Please dont do that. With Jade we were able to easily share templates
and have some of the pages pre-rendered on the serverside so it didnt rely on the JS
to display the initial content. Your users are in no-js mode until JS is downloaded
and parsed after all.
CONS:
To run your app in it's fullest, you will have to have all of the sub-apps installed
and running as well. It's quite easy to do with nginx, but you have to do it.
You'll need to define port ranges for the apps you run so they dont collide.
Dont forget that your subapps need to be mounted to a specific /path too
when you cofigure your routing.
You also have to maintain the core boilerplate app and in the beginning it's a
bit hard, because you don't have a concrete common modules yet.
But as soon as you have it, changes are rare and small. You will
also face some challenges with routing and mounting under specific /path. And you'll
have to know what are routes that are local (within the single page app) and what are
external (leading to the other sub-app)
So, you might say "good for you", rite. "But what can I take out of this talk? Nothing.
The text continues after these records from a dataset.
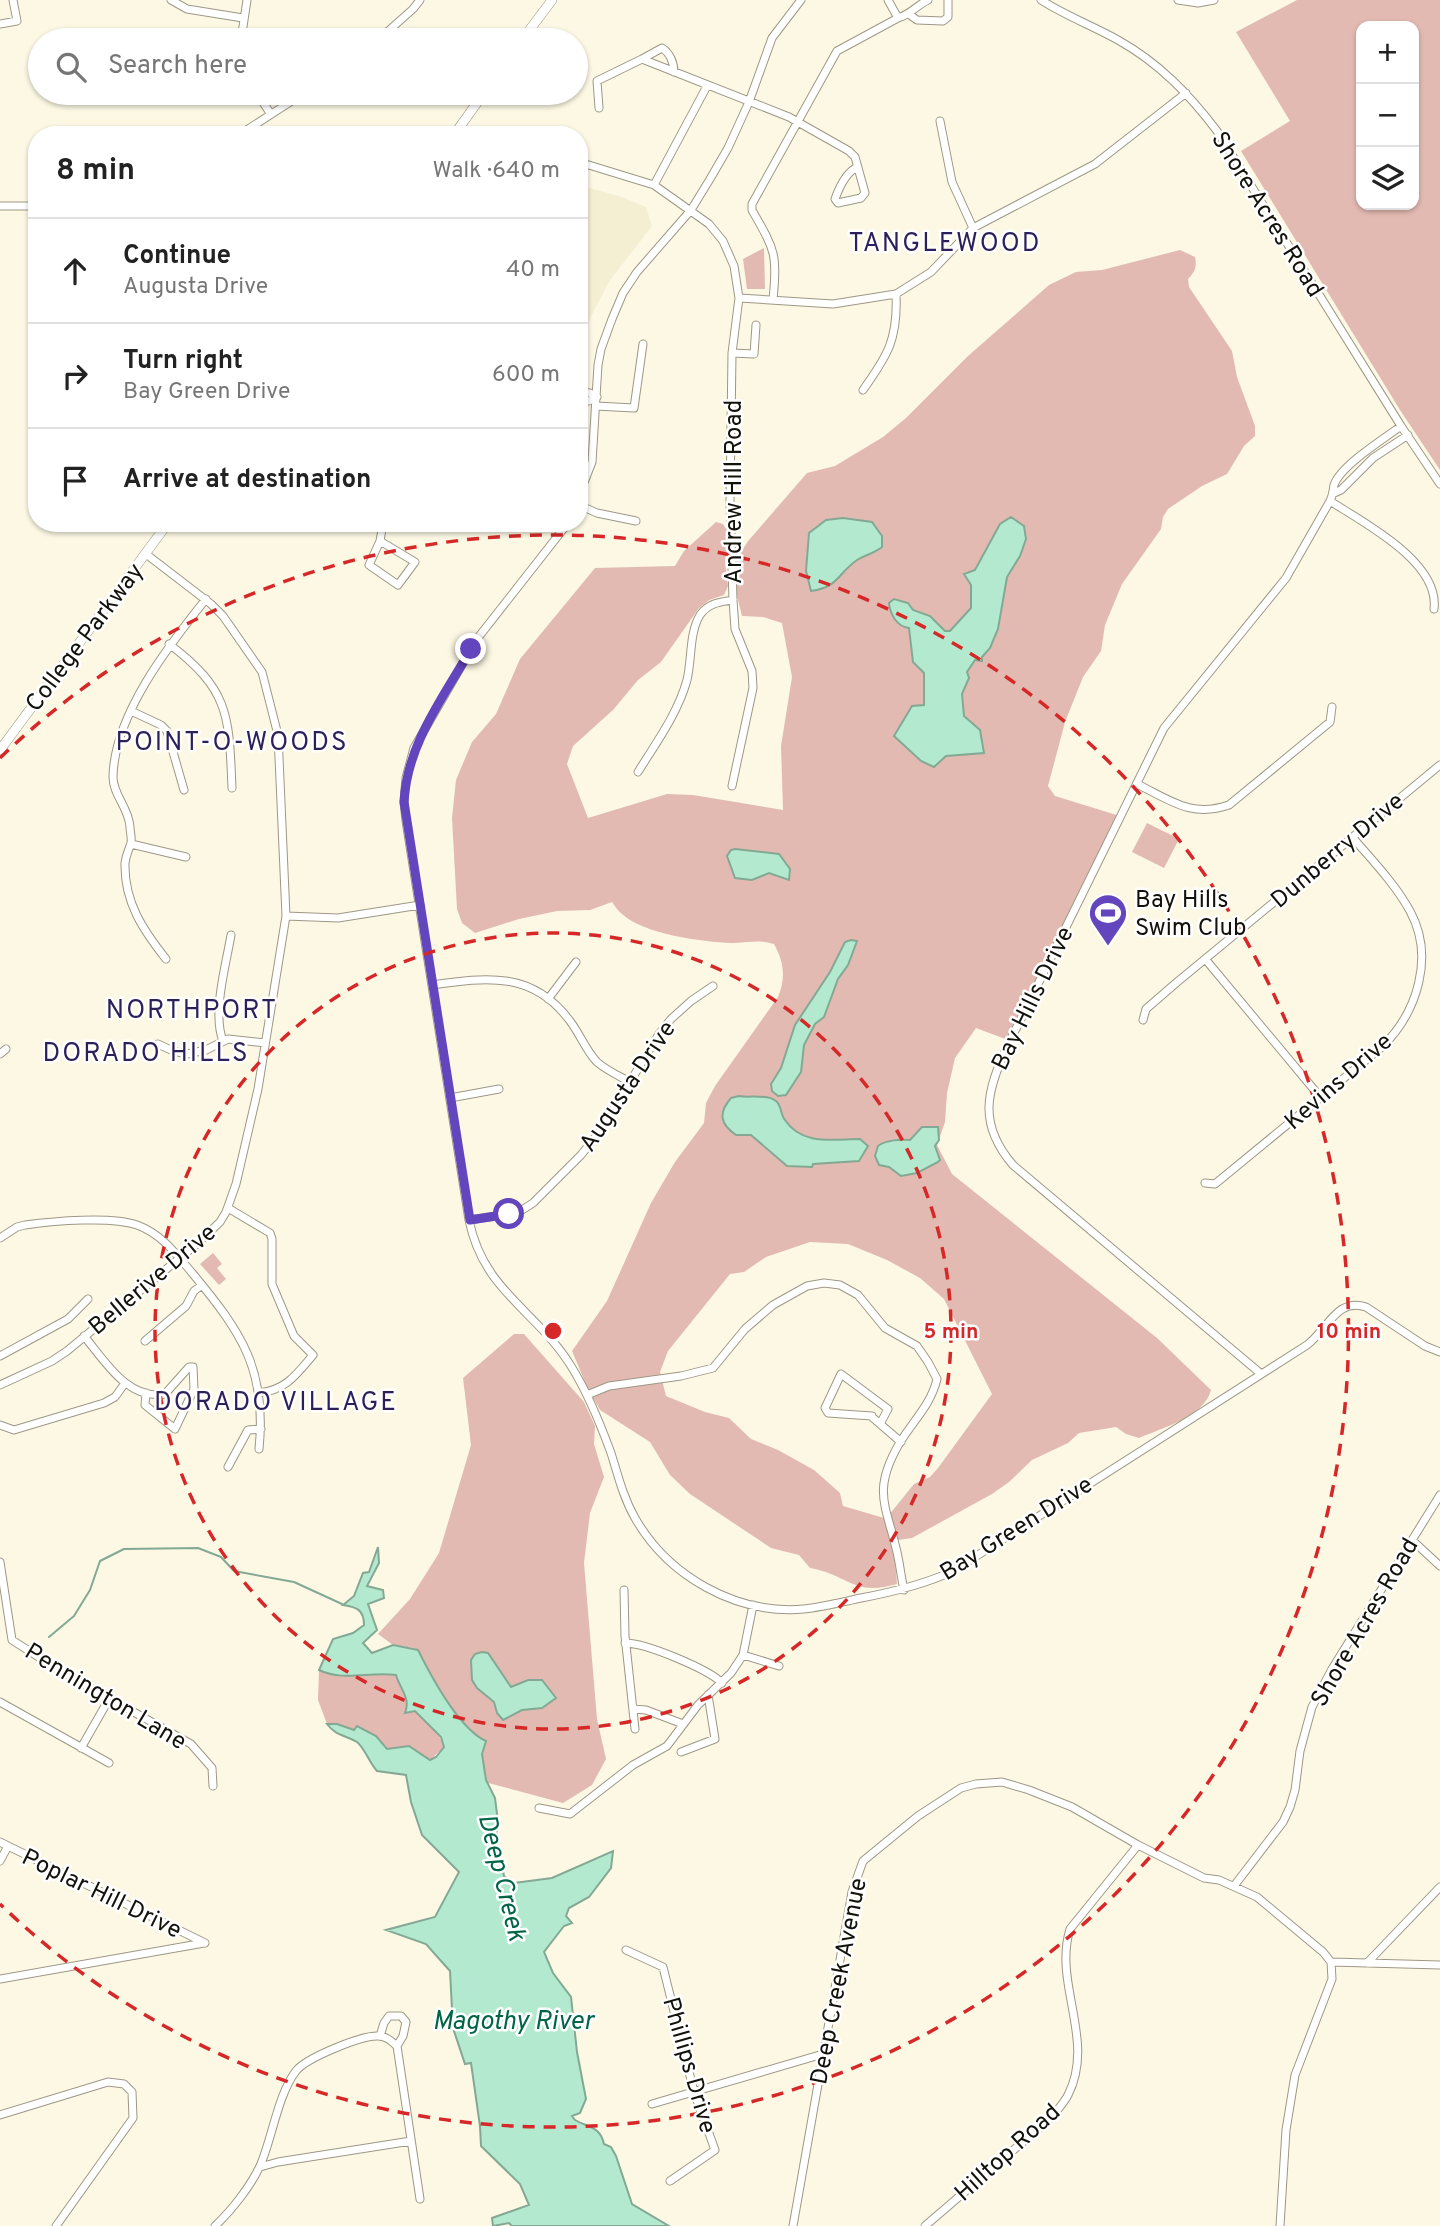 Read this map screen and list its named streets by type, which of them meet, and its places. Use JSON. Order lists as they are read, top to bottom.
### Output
{
  "streets": {
    "main road": ["College Parkway"],
    "street": [
      "Shore Acres Road",
      "Andrew Hill Road",
      "Dunberry Drive",
      "Bay Hills Drive",
      "Kevins Drive",
      "Augusta Drive",
      "Bellerive Drive",
      "Bay Green Drive",
      "Pennington Lane",
      "Poplar Hill Drive",
      "Deep Creek Avenue",
      "Phillips Drive",
      "Hilltop Road"
    ]
  },
  "crossings": [
    ["Shore Acres Road", "Bay Hills Drive"],
    ["Shore Acres Road", "Deep Creek Avenue"],
    ["College Parkway", "Bellerive Drive"],
    ["Dunberry Drive", "Kevins Drive"],
    ["Bay Hills Drive", "Bay Green Drive"],
    ["Augusta Drive", "Bay Green Drive"],
    ["Deep Creek Avenue", "Hilltop Road"]
  ],
  "districts": [
    "TANGLEWOOD",
    "POINT-O-WOODS",
    "NORTHPORT",
    "DORADO HILLS",
    "DORADO VILLAGE"
  ],
  "water": ["Deep Creek", "Magothy River"],
  "places": {
    "sports": ["Bay Hills Swim Club"]
  },
  "page": {
    "map_buttons": ["+", "−"],
    "search": "Search here",
    "heading": ["8 min", "Walk · 640 m"],
    "list": [
      ["Continue", "Augusta Drive", "40 m"],
      ["Turn right", "Bay Green Drive", "600 m"],
      "Arrive at destination"
    ]
  },
  "rings": ["5 min", "10 min"]
}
I want those 10 minutes of my life back."
Takeaway
Forged in the fires of Mount Doom: https://github.com/suprMax/express-boilerplate
By default
- ExpressJS server
- Grunt tasks setup
- Cakefile configuration
- Coffescript everywhere
- Jade, Stylus
Included
- Snockets (default)
- Browserify
- RequireJS
- Chaplin
Turns out this thing is available on github, and you can poke around with it.
It is a bit opinionated in terms of the stack, but otherwise quite clean and ready to go.
If you want to use stack similar to ours (means Chaplin), there are some of the
frontend pipeline options available.
THE END
That's it. Have fun.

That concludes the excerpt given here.